● **Problem description**: Transcribe the records below word for word, beginning with the first line and stopping after the line that contains "solid #fff;border-radius:50%;background:#1a73e8;box-shadow:0 0"; pictures are not part of the copy.

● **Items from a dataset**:
⟨
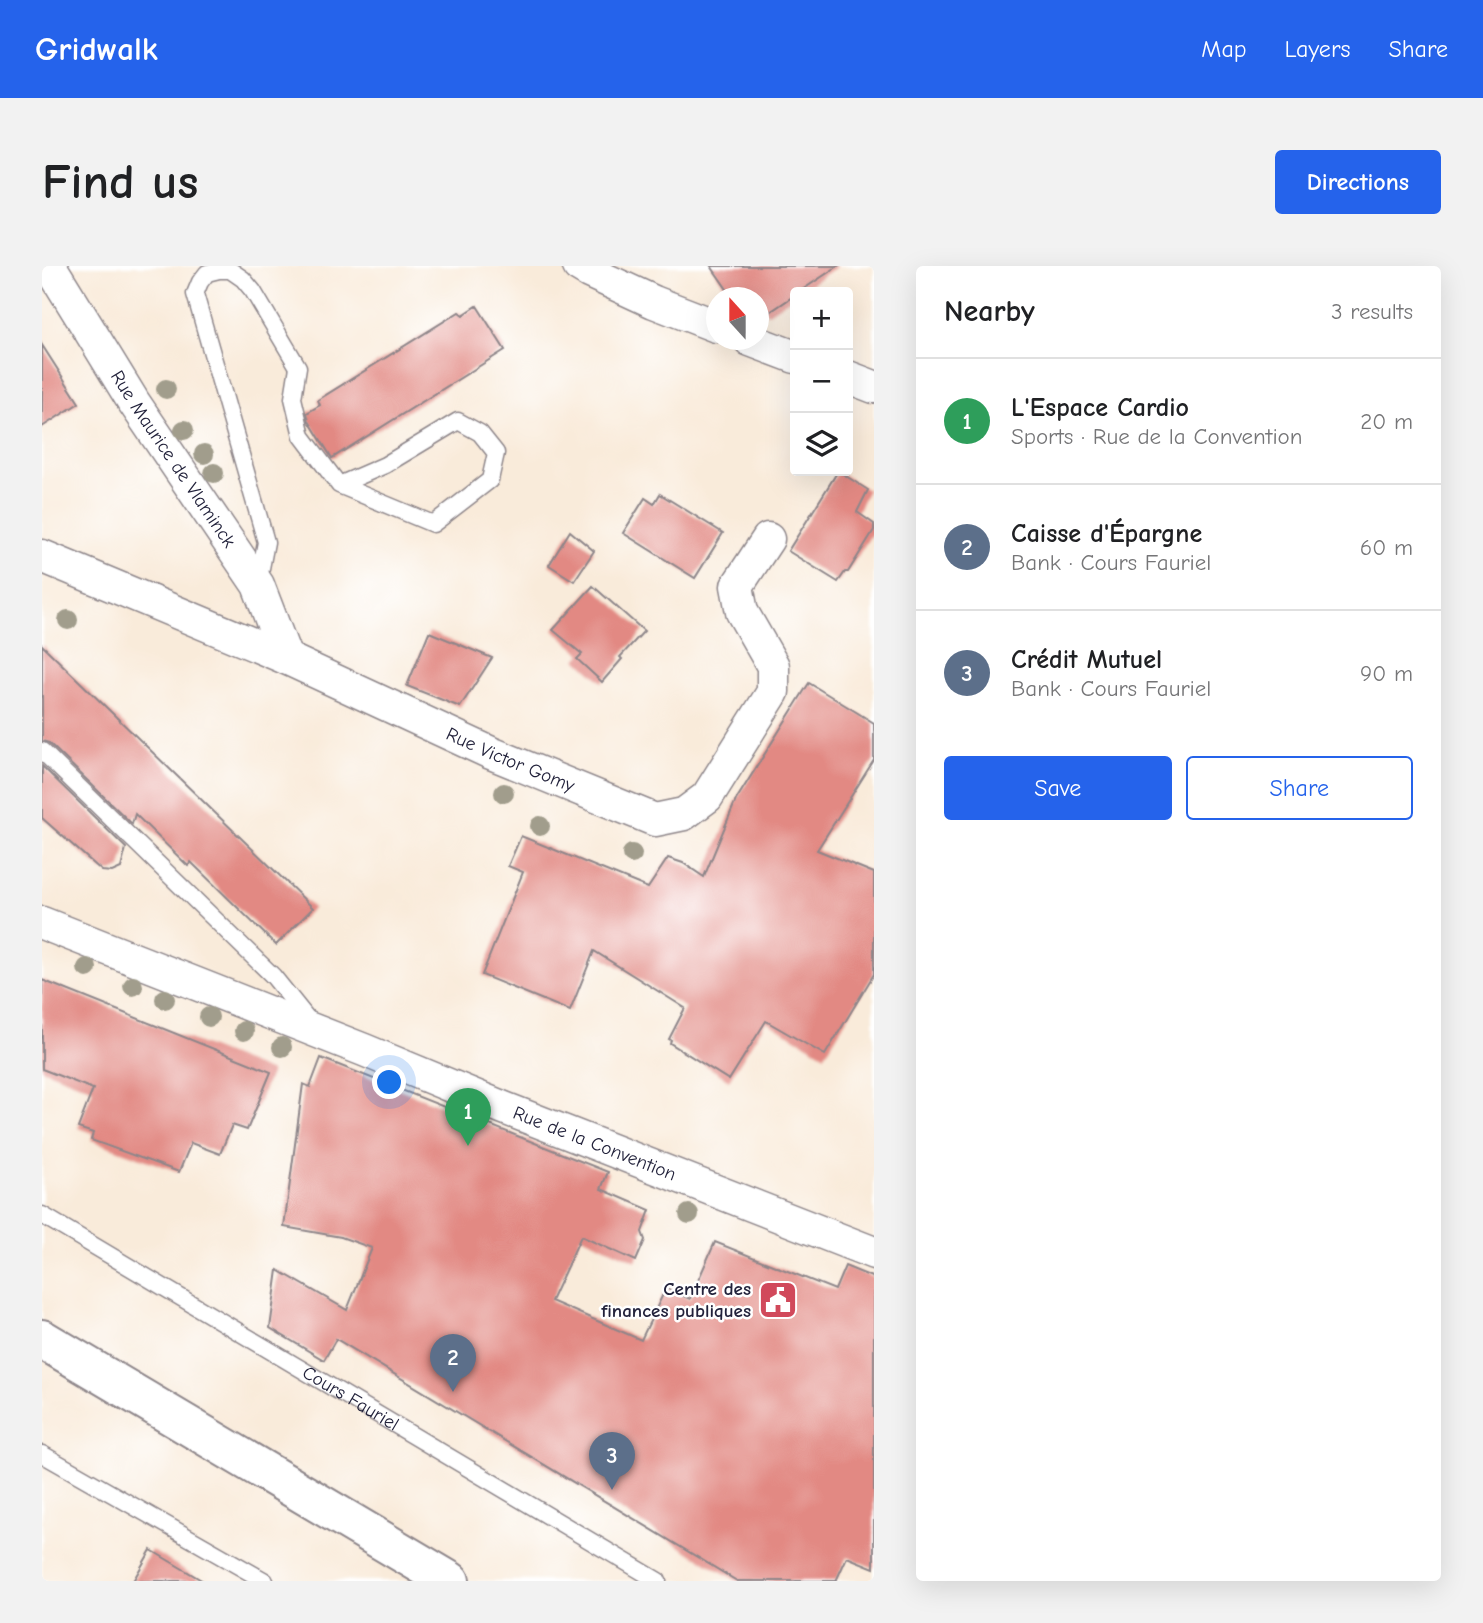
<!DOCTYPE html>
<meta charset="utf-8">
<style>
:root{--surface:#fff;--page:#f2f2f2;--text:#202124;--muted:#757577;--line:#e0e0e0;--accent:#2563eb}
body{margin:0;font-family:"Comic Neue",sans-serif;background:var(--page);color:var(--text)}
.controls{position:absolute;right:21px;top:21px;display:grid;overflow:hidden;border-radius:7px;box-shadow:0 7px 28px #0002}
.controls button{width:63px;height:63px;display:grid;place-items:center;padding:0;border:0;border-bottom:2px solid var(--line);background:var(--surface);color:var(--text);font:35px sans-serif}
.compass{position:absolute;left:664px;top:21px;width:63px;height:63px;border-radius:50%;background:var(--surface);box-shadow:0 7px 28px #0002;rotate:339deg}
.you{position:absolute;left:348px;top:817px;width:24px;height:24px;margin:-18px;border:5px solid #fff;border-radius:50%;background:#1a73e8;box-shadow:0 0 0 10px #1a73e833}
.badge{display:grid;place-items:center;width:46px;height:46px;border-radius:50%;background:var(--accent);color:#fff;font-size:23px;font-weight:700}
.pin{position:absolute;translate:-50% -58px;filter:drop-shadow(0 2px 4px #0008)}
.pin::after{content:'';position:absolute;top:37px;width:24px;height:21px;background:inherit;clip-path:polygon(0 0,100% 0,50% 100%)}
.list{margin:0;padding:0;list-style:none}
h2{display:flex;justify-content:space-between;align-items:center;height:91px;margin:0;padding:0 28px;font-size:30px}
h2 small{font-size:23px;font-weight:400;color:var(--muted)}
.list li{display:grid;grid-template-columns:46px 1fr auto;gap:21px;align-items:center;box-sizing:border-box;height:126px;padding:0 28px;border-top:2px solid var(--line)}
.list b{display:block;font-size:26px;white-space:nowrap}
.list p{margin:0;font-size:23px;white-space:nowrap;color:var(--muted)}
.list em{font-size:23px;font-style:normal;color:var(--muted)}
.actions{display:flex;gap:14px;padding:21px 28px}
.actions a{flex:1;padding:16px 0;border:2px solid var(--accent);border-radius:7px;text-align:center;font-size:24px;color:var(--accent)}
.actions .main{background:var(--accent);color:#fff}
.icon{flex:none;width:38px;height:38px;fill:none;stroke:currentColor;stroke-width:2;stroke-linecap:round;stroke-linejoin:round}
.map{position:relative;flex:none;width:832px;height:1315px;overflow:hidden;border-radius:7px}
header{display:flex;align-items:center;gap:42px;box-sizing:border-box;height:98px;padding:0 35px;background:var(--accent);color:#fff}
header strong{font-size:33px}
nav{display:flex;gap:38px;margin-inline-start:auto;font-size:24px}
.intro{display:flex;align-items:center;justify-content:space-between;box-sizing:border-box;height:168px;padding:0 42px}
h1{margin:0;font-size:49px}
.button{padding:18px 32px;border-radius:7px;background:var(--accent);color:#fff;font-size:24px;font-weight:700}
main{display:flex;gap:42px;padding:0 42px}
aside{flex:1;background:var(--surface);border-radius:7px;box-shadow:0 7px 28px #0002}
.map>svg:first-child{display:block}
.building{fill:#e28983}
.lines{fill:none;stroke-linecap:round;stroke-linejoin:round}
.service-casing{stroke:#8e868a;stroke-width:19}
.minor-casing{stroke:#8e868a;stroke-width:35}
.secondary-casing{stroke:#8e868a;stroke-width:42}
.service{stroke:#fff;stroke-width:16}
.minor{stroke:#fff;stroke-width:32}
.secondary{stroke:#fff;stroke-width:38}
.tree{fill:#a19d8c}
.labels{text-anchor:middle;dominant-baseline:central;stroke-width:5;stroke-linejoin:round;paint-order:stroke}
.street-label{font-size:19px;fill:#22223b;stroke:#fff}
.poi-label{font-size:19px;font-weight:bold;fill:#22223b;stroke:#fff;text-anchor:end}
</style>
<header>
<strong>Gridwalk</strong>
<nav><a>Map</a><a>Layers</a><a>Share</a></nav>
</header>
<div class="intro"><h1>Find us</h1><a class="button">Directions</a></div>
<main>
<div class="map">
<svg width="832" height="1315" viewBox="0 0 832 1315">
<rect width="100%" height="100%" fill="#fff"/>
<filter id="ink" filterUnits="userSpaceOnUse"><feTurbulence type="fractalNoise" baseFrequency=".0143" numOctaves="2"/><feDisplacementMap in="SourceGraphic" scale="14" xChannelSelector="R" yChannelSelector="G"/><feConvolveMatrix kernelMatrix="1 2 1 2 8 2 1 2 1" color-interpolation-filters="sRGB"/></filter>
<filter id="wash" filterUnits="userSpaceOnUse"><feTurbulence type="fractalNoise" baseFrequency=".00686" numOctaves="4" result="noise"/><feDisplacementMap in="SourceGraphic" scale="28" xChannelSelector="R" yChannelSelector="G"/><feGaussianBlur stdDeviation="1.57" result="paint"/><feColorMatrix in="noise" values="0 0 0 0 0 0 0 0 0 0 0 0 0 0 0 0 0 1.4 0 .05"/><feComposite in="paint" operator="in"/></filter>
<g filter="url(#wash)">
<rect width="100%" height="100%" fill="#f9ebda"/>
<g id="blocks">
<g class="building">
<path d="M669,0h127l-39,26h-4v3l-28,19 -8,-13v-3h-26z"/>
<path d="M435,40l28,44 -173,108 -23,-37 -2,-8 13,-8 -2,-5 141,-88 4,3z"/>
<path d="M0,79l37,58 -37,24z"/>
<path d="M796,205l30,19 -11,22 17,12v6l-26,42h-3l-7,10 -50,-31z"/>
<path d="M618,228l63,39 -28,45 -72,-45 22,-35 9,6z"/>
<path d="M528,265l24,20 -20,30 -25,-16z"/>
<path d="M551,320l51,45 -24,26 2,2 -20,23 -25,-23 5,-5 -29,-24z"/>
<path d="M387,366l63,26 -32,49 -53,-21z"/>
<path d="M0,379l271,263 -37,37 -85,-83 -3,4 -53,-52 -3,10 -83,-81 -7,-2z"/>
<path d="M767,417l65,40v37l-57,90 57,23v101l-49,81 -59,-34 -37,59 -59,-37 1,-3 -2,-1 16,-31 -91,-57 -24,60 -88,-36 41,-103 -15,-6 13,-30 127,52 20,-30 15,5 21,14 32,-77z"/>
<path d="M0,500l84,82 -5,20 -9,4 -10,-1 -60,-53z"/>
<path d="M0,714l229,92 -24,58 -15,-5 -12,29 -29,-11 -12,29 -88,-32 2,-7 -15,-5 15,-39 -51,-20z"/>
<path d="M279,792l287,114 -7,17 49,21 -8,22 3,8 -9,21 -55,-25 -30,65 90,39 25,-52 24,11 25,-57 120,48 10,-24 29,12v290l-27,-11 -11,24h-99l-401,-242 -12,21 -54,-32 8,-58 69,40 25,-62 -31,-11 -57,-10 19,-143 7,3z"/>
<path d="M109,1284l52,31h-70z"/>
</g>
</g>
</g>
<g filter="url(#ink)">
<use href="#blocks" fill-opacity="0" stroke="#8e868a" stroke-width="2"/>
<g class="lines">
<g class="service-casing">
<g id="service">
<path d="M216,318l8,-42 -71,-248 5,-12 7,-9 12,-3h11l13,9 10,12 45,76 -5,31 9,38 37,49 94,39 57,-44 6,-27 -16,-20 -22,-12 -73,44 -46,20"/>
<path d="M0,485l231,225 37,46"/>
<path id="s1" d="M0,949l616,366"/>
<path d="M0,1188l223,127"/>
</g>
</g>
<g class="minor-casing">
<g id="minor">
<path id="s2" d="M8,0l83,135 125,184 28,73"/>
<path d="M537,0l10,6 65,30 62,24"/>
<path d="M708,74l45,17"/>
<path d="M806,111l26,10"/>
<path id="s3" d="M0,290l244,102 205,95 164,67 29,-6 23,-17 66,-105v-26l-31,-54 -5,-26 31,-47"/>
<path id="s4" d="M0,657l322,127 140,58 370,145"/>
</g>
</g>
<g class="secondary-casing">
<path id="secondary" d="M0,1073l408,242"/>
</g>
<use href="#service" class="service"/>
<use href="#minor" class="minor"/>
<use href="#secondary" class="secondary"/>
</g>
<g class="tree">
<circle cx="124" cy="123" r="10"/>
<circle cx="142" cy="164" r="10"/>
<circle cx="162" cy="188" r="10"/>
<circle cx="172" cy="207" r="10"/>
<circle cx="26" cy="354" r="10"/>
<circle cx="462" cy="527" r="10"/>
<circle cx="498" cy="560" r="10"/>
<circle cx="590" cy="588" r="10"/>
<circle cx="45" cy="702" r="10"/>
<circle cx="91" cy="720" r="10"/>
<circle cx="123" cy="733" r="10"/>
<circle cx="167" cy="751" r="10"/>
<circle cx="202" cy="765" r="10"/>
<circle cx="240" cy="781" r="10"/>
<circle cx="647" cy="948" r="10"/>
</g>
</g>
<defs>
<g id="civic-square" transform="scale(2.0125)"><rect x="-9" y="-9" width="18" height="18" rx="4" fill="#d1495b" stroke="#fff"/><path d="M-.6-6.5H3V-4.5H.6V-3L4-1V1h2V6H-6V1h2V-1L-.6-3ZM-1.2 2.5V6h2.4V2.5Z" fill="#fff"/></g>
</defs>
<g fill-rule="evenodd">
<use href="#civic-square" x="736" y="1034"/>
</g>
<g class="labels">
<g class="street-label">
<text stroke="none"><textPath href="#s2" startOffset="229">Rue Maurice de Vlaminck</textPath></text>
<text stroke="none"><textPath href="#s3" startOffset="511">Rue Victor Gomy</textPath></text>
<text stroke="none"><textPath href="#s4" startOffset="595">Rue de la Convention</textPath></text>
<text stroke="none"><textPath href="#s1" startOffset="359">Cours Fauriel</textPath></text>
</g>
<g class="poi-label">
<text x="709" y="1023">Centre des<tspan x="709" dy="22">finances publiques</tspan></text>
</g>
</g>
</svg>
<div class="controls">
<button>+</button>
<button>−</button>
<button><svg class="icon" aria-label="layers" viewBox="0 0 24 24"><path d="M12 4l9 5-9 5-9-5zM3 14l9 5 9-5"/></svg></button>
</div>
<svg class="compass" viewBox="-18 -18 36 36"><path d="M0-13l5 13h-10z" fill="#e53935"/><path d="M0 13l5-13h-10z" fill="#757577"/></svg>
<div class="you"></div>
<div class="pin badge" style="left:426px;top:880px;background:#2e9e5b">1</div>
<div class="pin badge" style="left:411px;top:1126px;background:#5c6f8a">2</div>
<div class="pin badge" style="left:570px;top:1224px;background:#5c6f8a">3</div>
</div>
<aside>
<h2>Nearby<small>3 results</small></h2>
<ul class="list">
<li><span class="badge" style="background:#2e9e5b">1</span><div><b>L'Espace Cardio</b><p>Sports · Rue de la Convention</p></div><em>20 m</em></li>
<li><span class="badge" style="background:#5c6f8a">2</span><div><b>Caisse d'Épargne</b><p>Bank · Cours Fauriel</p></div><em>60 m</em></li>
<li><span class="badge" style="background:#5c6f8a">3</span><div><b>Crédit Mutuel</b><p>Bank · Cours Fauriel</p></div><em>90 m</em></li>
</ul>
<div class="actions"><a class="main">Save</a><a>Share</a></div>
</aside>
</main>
⟩
● **Answer to this exercise**:
<!DOCTYPE html>
<meta charset="utf-8">
<style>
:root{--surface:#fff;--page:#f2f2f2;--text:#202124;--muted:#757577;--line:#e0e0e0;--accent:#2563eb}
body{margin:0;font-family:"Comic Neue",sans-serif;background:var(--page);color:var(--text)}
.controls{position:absolute;right:21px;top:21px;display:grid;overflow:hidden;border-radius:7px;box-shadow:0 7px 28px #0002}
.controls button{width:63px;height:63px;display:grid;place-items:center;padding:0;border:0;border-bottom:2px solid var(--line);background:var(--surface);color:var(--text);font:35px sans-serif}
.compass{position:absolute;left:664px;top:21px;width:63px;height:63px;border-radius:50%;background:var(--surface);box-shadow:0 7px 28px #0002;rotate:339deg}
.you{position:absolute;left:348px;top:817px;width:24px;height:24px;margin:-18px;border:5px solid #fff;border-radius:50%;background:#1a73e8;box-shadow:0 0 0 10px #1a73e833}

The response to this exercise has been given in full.